When players imagine a better open world, they often imagine a bigger one. Yet some of the most important improvements in Grand Theft Auto 6 may have little to do with overall map size. Interiors, road logic, and vertical space could do more to transform the experience than simply adding extra miles of geography.
Interiors have long been one of the clearest markers of immersion in urban games. A city with many inaccessible buildings can still look impressive, but it always risks feeling like a backdrop. Rockstar does not need to make every tower enterable to change that perception. It only needs to expand interior access strategically, giving more districts a sense of hidden depth and giving missions more opportunities to unfold inside believable social spaces.
Restaurants, apartment lobbies, clubs, offices, convenience stores, garages, back rooms, transit hubs, and anonymous rental spaces all tell stories about how a city functions. If GTA 6 opens up more of those environments, the map could feel substantially richer without needing a dramatic leap in total area. Interiors also create stronger pacing. Players move from streets to enclosed spaces, from broad exposure to tighter tension, from spectacle to detail.
Roads define how a city feels
Driving remains central to the identity of the series, so road design matters more than many open world discussions admit. A map is not only a set of locations. It is a network of routes. The character of those routes shapes how often players enjoy travel instead of treating it as dead time between objectives.
Good road design creates memory. Distinct turns, recognizable districts, scenic shortcuts, dangerous bottlenecks, and meaningful speed contrasts help players form a mental map.
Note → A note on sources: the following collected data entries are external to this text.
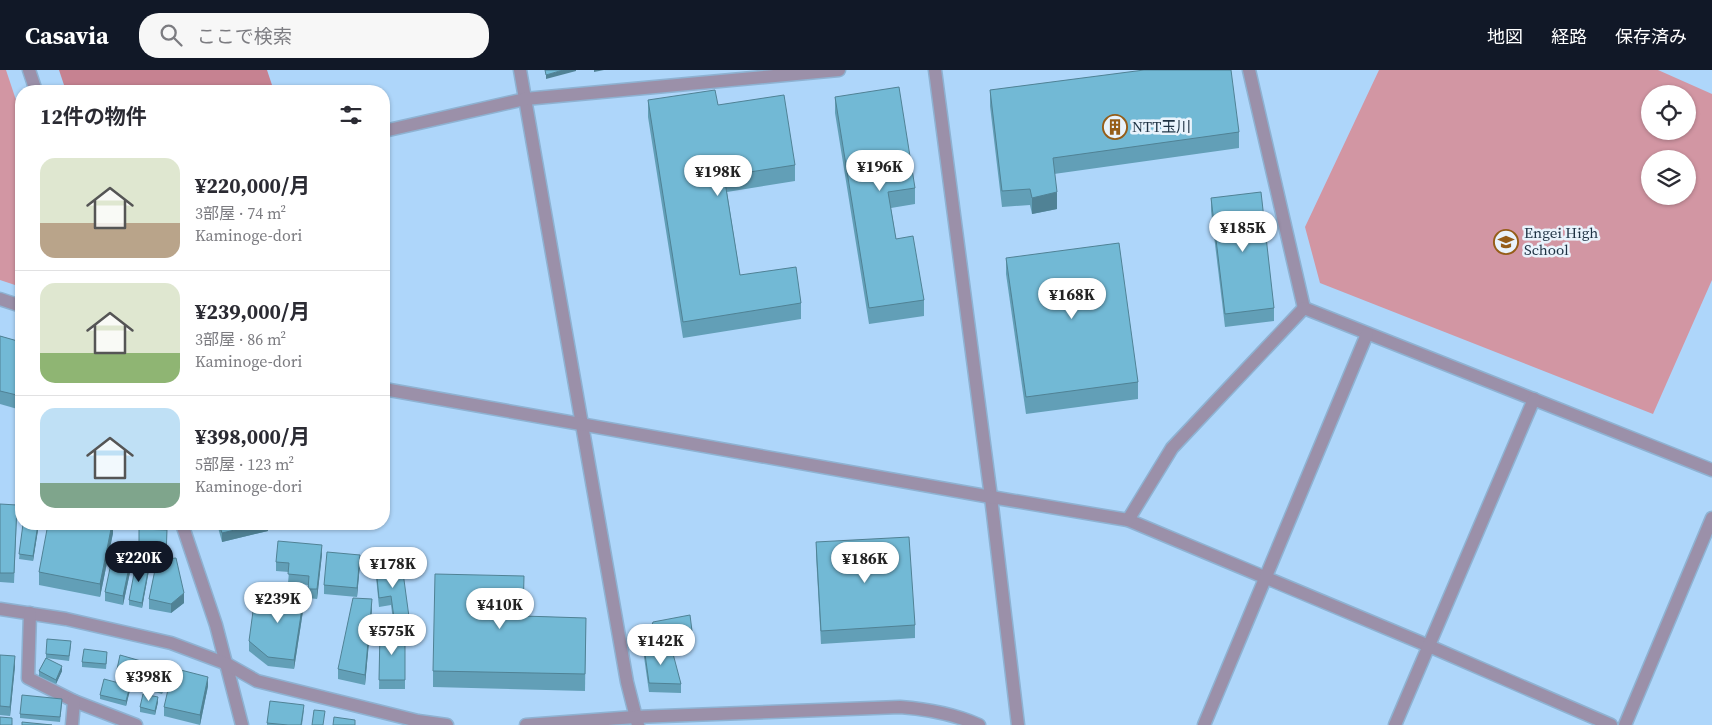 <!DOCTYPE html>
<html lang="ja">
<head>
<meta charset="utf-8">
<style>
  body { margin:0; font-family:"Source Serif 4","Noto Sans JP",serif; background:#f7f7f7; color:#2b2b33; height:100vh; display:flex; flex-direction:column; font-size:19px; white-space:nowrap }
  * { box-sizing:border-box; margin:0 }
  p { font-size:16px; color:#7c7c81 }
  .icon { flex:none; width:28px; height:28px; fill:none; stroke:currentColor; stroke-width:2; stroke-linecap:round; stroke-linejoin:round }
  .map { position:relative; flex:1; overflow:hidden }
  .sheet { position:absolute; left:15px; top:15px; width:375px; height:445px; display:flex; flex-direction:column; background:#fff; border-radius:20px; box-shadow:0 1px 4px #0004 }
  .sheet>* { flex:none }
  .buttons { position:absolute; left:1641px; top:15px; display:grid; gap:10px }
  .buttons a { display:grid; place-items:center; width:55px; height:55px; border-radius:50%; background:#fff; box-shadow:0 1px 4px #0004; font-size:25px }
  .price { position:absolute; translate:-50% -42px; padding:0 11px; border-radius:18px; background:#fff; color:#222; font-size:16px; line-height:32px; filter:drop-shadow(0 1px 2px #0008) }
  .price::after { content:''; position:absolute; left:50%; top:30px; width:15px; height:11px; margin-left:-8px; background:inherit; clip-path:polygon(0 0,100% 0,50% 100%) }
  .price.selected { background:#111827; color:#fff }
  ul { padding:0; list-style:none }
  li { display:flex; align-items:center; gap:15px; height:125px; padding:0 25px }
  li+li { border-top:1px solid #e1e1e2 }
  li span { display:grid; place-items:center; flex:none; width:140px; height:100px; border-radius:15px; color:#555 }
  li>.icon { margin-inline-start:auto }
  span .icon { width:60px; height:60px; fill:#fffc; stroke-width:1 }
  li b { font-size:21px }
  h2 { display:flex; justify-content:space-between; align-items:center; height:60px; padding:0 25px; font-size:21px }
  header { display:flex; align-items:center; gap:30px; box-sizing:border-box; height:70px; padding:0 25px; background:#111827; color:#fff }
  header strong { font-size:24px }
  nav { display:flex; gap:28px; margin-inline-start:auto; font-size:18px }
  .search { width:350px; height:45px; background:#f7f7f7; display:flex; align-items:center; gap:12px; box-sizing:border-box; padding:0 18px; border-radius:20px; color:#7c7c81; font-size:19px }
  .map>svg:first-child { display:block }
  .green { fill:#d296a3; fill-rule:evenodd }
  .forest { fill:#c68291 }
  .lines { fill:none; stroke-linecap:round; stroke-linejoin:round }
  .minor-casing { stroke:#8eb2d2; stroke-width:15 }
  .minor { stroke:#9b90a9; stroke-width:12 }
  .wall { fill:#629fb7 }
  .shaded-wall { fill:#508295 }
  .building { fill:#72b9d5; stroke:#508295 }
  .labels { text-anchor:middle; stroke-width:5; stroke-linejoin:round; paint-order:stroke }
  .poi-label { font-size:15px; fill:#1e3243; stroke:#e9f3fc; text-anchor:start }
</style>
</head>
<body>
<header>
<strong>Casavia</strong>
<div class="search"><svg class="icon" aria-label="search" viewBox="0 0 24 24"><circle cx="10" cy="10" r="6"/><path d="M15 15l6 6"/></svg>ここで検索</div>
<nav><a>地図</a><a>経路</a><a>保存済み</a></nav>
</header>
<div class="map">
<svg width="1712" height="655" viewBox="0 0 1712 655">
  <rect width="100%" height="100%" fill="#aed6fa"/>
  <g class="green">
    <polygon points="0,0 6,0 21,45 21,217 0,210"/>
    <path d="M1379,0H1658L1712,24V210L1653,344L1320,213L1305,157ZM1650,24H1688V61H1650ZM1650,89H1688V126H1650Z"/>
  </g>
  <polygon class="forest" points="59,0 267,0 274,21 66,21"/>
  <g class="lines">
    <defs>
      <g id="minor">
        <polyline points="29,0 36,21"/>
        <polyline points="520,0 627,612 638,655"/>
        <polyline points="935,0 991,427 1018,655"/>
        <polyline points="1249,0 1304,238"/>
        <polyline points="384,61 525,29 839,0"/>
        <polyline points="0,229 21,236"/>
        <polyline points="1304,238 1712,400"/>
        <polyline points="384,319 991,427 1128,450 1429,576 1611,655"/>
        <polyline points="1128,450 1172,378 1304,238"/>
        <polyline points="182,454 216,555 242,655"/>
        <polyline points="0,539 66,549 171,573 227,594 257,611 418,651 447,655"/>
        <polyline points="30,543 28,608 74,631 136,655"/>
        <polyline points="72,655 74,631"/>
        <path d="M526,655L635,647L900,637C928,639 954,644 979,655"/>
        <polyline points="1204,655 1367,264"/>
        <polyline points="1395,655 1534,329"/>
        <polyline points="1625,655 1712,448"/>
      </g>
    </defs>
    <use href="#minor" class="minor-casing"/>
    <use href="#minor" class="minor"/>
  </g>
  <g class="wall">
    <polygon points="990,20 1239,62 1239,78 1054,104 1057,139 1032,144 1030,135 1002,137 990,36"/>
    <polygon points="835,27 915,118 915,134 891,138 896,169 924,230 924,246 869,254 835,43"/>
    <polygon points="648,30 718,35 795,95 795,111 727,122 740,205 801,233 801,249 683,268 648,47"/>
    <polygon points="1211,128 1274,238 1274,251 1225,257 1211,141"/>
    <polygon points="1006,188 1138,312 1138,329 1026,344 1006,204"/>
    <polygon points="0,266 21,272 21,340 0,334"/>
    <polygon points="0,434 17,444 14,513 0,512"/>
    <polygon points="23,454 39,454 33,491 19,489"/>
    <polygon points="113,454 113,463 100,527 39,515 39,502"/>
    <polygon points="217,454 268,454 268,461 222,472"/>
    <polygon points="139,459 167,460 166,489 184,533 171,543 149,539 149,529 157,491 139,491"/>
    <polygon points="816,472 915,555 915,568 821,574 816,485"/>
    <polygon points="322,484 317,529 308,528 308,515 288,513 289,502 276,501 276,492"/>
    <polygon points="132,493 123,535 105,531 105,522"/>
    <polygon points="360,494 357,527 324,524 324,515"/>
    <polygon points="376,498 409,547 409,556 394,558 391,535 379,537 376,507"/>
    <polygon points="149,500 142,538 129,535 129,530"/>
    <polygon points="305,528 294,599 268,596 249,581 249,571 276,537"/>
    <polygon points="372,539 365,615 338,609 338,599"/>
    <polygon points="523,546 586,548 585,621 433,617 433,601"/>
    <polygon points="380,561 405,561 405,619 379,619"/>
    <polygon points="692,561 692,566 647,572 647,568"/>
    <polygon points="71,576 69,591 46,588 62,601 56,614 39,606 39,601 46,588 46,584"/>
    <polygon points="644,577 681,614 681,623 649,622 644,587"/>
    <polygon points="0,585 15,596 10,646 0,645"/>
    <polygon points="107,587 106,599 82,597 82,592"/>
    <polygon points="141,595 136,614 116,609 116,604"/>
    <polygon points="167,604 162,624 147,620 147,616"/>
    <polygon points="208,616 200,655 164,646 164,637"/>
    <polygon points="130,620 126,636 100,629 100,625"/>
    <polygon points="158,632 155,645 140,642 140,637"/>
    <polygon points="62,633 60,652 20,648 20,644"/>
    <polygon points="304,640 302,655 267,655 267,653"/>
  </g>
  <g class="shaded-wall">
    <polygon points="563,0 576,0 576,1 546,9 546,5"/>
    <polygon points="594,0 604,0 594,2"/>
    <polygon points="1057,122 1057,139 1032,144 1032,128"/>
    <polygon points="38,454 39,454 33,491 33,486"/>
    <polygon points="112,454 113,454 113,463 100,527 100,514"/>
    <polygon points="260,454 268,454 268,461 222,472 222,463"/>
    <polygon points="322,475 322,484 317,529 317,519"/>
    <polygon points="132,483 132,493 123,535 123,526"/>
    <polygon points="360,485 360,494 357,527 357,518"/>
    <polygon points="149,496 149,500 142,538 142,533"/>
    <polygon points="305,519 305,528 294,599 294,590"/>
    <polygon points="184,523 184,533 171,543 171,534"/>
    <polygon points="372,529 372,539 365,615 365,605"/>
    <polygon points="15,586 15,596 10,646 10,637"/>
    <polygon points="141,591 141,595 136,614 136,610"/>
    <polygon points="62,596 62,601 56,614 56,610"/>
    <polygon points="167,599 167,604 162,624 162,619"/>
    <polygon points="208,607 208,616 200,655 200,645"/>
    <polygon points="130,616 130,620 126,636 126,631"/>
    <polygon points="158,627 158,632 155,645 155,641"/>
  </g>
  <g class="building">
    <polygon points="545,0 563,0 546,5"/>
    <polygon points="1144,0 1231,0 1239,62 1053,88 1057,122 1032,128 1030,119 1002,121 990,20"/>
    <polygon points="899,17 915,118 888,122 896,169 913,166 924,230 869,238 835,27"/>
    <polygon points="715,20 718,35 784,25 795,95 724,106 740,205 796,197 801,233 683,252 648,30"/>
    <polygon points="1261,122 1274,238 1225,244 1211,128"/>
    <polygon points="1119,173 1138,312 1026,327 1006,188"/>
    <polygon points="0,266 21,272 21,326 0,321"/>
    <polygon points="0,434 17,435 14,503 0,503"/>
    <polygon points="23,454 38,454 33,486 19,484"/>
    <polygon points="48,454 112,454 100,514 39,502"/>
    <polygon points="219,454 260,454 222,463"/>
    <polygon points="139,459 167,460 166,487 139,486"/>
    <polygon points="909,467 915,555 821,561 816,472"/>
    <polygon points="278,471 322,475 317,519 308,519 309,506 288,504 289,493 276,492"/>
    <polygon points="114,479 132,483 123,526 105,522"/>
    <polygon points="327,482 360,485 357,518 324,515"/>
    <polygon points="176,488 184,523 171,534 149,529 157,490"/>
    <polygon points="136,493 149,496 142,533 129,530"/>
    <polygon points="402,495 409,547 394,548 391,526 379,528 376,498"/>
    <polygon points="435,504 524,506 523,546 586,548 585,604 433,601"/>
    <polygon points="280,515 305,519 294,590 268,587 249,571 254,534 276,537"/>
    <polygon points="353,528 372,529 365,605 338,599"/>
    <polygon points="690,545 692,561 647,568 653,552"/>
    <polygon points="380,561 405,561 405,610 379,610"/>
    <polygon points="47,569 71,571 69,586 46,584"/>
    <polygon points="644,577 672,580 681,614 649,613"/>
    <polygon points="84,579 107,582 106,594 82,592"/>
    <polygon points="0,585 15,586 10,637 0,636"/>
    <polygon points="120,585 141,591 136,610 116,604"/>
    <polygon points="46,588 62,596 56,610 39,601"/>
    <polygon points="152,596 167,599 162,619 147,616"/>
    <polygon points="173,598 208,607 200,645 164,637"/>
    <polygon points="104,609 130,616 126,631 100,625"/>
    <polygon points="143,624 158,627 155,641 140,637"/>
    <polygon points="22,625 62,629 60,647 20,644"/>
    <polygon points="270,631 304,635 301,655 288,655 267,653"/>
    <polygon points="314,640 325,641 323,655 312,655"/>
    <polygon points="0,647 12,648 12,655 0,655"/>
    <polygon points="334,647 355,650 355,655 333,655"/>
    <polygon points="22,652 52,655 22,655"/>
  </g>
  <defs>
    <symbol id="building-ring" viewBox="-11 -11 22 22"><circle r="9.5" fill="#e9f3fc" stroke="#955d18" stroke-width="1.5"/><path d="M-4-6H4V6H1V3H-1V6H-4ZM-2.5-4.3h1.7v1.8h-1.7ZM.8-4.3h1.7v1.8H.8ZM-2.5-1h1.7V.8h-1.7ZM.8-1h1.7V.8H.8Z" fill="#955d18"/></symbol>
    <symbol id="school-ring" viewBox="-11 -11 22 22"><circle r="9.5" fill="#e9f3fc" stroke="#955d18" stroke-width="1.5"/><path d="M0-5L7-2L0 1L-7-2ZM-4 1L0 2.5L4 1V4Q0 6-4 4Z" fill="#955d18"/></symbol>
  </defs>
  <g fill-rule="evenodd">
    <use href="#building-ring" x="1101" y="43" width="28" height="28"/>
    <use href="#school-ring" x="1492" y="158" width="28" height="28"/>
  </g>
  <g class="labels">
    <g class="poi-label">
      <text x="1132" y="62">NTT玉川</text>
      <text x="1524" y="168">Engei High<tspan x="1524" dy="17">School</tspan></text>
    </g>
  </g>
</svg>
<div class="buttons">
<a><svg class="icon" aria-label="locate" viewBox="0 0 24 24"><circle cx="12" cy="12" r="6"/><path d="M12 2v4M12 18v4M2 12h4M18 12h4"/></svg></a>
<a><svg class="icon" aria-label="layers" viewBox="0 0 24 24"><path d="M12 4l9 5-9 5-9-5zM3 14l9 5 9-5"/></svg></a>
</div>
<b class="price" style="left:880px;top:122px">¥196K</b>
<b class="price" style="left:718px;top:127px">¥198K</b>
<b class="price" style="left:1243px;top:183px">¥185K</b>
<b class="price" style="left:1072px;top:250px">¥168K</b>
<b class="price selected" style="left:139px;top:513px">¥220K</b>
<b class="price" style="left:865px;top:514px">¥186K</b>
<b class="price" style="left:393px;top:519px">¥178K</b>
<b class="price" style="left:278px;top:554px">¥239K</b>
<b class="price" style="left:500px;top:560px">¥410K</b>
<b class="price" style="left:392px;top:586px">¥575K</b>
<b class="price" style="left:661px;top:596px">¥142K</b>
<b class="price" style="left:149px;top:632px">¥398K</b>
<section class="sheet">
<h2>12件の物件<svg class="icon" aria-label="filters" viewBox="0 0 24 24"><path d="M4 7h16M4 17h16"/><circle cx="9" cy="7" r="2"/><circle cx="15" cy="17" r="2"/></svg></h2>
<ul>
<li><span style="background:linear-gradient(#dfe7d0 65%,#b9a48a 0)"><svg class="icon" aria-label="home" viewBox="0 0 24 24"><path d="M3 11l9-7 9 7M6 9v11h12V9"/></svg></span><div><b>¥220,000/月</b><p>3部屋 · 74 m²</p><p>Kaminoge-dori</p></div></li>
<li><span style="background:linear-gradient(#dfe7d0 70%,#8fb573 0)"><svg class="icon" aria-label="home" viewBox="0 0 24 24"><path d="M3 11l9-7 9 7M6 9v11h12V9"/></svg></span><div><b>¥239,000/月</b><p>3部屋 · 86 m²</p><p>Kaminoge-dori</p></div></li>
<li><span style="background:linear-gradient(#bfe0f5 75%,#7fa58c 0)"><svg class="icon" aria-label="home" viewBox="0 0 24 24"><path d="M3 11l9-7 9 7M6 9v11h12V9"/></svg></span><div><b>¥398,000/月</b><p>5部屋 · 123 m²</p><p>Kaminoge-dori</p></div></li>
</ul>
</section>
</div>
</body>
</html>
Rockstar has often been strong in this area, but GTA 6 could push further by making roads feel more responsive to class, weather, and local behavior. A wealthy coastal stretch should not drive the same way as a neglected industrial district or a narrow suburban corridor.
Traffic systems also play a role here. If vehicle density and driver behavior vary convincingly by neighborhood and time of day, the map begins to feel socially organized rather than mechanically populated. That is the sort of detail players may not always articulate, but they will feel it.
Verticality is the underused frontier
Cities are not flat, even when games often present them that way. Verticality in GTA has traditionally been present, but limited in how often it truly matters outside set pieces. GTA 6 has an opportunity to make height more meaningful. Rooftops, parking structures, multi level interiors, elevated transport routes, bridges, stacked highways, and tall residential spaces can all change how players perceive movement through the city.
Vertical design also improves mission variety. Surveillance, escape sequences, sniping, infiltration, and even ordinary traversal become more dynamic when players think in layers rather than only across streets. It makes the world feel less like a layout and more like a lived environment with pressure from multiple directions.
The most successful version of GTA 6’s map may therefore be the one that deepens access rather than only expanding borders. More interiors, more expressive roads, and more meaningful height would make the world feel more mature. They would also suggest that Rockstar understands the limits of simple scale escalation.
Players will still ask how big the map is, because that question is easy. The better question is how much of it feels usable, memorable, and alive. If GTA 6 improves the details that govern movement and space, the answer may be more impressive than a raw size comparison ever could be.